I’m worn out. Beaten down. Defeated and dejected.
Infertility sucks. All of it. Start to finish.
I have to take a break; from the planning, the pills, the stress, the research, the constant worrying. I want one day – just one day – where I don’t feel this overwhelming sense of loss.
I want to watch TV without crying at baby food commercials. I want to sleep through the night without having stress dreams. I want to stop eating kale. I want to enjoy sex with my husband again. I want a damn cup of coffee.
Sorry you are feeling so terrible. I had to take a break a few months ago so I totally get it. And I am so with you on the kale and coffee.

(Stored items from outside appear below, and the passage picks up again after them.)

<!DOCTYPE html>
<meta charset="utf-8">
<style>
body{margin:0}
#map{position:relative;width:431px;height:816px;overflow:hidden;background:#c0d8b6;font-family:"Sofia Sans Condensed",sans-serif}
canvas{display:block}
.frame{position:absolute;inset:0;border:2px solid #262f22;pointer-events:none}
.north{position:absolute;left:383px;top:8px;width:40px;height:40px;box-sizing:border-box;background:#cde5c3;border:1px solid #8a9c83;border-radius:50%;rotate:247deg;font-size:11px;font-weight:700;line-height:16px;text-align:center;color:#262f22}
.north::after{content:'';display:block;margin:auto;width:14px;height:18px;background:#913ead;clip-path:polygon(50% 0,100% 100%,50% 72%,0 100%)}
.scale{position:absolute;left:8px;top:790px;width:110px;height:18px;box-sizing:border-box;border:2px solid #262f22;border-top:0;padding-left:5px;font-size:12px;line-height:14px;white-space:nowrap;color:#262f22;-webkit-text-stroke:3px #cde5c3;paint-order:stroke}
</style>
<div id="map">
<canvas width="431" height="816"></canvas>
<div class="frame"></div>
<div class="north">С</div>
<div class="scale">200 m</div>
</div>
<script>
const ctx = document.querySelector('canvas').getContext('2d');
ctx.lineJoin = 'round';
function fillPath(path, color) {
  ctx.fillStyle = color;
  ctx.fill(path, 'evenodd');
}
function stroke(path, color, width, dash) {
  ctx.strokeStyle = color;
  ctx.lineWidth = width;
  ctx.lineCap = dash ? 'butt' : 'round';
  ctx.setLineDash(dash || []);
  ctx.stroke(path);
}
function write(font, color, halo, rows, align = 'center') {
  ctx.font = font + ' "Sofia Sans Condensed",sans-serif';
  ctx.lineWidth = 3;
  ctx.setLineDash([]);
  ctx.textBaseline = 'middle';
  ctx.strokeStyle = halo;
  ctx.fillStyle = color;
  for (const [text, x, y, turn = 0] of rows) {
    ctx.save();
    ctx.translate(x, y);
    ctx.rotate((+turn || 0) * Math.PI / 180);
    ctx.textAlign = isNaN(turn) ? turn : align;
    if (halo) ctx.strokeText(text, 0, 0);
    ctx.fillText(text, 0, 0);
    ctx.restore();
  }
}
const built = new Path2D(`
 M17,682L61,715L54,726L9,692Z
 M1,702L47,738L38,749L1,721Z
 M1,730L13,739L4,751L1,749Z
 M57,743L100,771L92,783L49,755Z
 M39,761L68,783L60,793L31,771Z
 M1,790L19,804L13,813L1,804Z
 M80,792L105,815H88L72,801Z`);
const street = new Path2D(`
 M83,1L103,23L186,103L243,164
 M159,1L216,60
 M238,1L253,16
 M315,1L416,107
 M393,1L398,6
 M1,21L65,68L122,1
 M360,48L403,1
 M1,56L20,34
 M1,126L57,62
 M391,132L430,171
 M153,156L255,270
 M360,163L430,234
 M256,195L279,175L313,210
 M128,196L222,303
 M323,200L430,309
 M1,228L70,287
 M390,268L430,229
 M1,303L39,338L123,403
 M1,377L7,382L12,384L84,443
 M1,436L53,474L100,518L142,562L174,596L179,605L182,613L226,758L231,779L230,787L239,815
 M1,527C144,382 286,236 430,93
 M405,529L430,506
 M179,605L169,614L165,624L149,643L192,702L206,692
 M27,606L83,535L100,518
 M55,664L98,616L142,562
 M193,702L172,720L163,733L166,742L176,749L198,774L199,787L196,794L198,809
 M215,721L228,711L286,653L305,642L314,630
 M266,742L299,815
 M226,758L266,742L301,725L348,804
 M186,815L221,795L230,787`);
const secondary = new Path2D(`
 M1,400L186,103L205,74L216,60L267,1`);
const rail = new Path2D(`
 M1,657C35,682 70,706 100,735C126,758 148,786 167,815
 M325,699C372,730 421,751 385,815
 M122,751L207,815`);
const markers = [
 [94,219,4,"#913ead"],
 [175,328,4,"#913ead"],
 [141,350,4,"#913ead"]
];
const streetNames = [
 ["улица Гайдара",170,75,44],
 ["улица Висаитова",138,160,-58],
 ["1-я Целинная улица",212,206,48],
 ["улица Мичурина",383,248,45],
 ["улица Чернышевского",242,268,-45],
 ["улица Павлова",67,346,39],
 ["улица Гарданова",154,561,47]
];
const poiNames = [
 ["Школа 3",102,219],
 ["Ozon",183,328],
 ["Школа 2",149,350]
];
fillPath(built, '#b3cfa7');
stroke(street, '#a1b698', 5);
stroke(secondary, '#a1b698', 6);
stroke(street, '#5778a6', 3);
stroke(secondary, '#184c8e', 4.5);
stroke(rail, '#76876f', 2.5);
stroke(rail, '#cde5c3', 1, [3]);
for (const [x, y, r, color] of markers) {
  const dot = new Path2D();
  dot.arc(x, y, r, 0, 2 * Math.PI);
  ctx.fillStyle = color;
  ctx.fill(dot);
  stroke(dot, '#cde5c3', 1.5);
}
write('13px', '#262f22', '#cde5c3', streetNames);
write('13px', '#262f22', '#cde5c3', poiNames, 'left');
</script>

I gave up coffee and wine for a while. Then I told myself that it’s extremely unlikely that the limited amount of booze and caffeine I consume is responsible for my infertility. DOR is. And no amount of self-deprivation will bring those eggs back. While you certainly need to take care of yourself and make the best eggs you can, you also need to take care of your mental health too and forcing yourself to do things that feel unnatural or are making you unhappy is probably not going to help either. Just some food for thought. I vote for the damn cup of coffee.
Aramis is right – I vote to quite the kale. Seriously, that stuff is gross! Sorry you are having a bad day. I know that soemtimes for me it sucks to me in ‘wait’ mode, but soemtimes it is awesome because I get a little mental break and live like a ‘normal’-ish person without daily calls to the Dr. Hope you get a little break, at least emotionally.
I want a damn cup of coffee too!
Have your coffe, ditch the kale, and allow yourself to freely enjoy life for awhile…even it’s just 1 day or many. But don’t give up on your dream of motherhood….it can happen.. Miracles happen every day. Stay encouraged.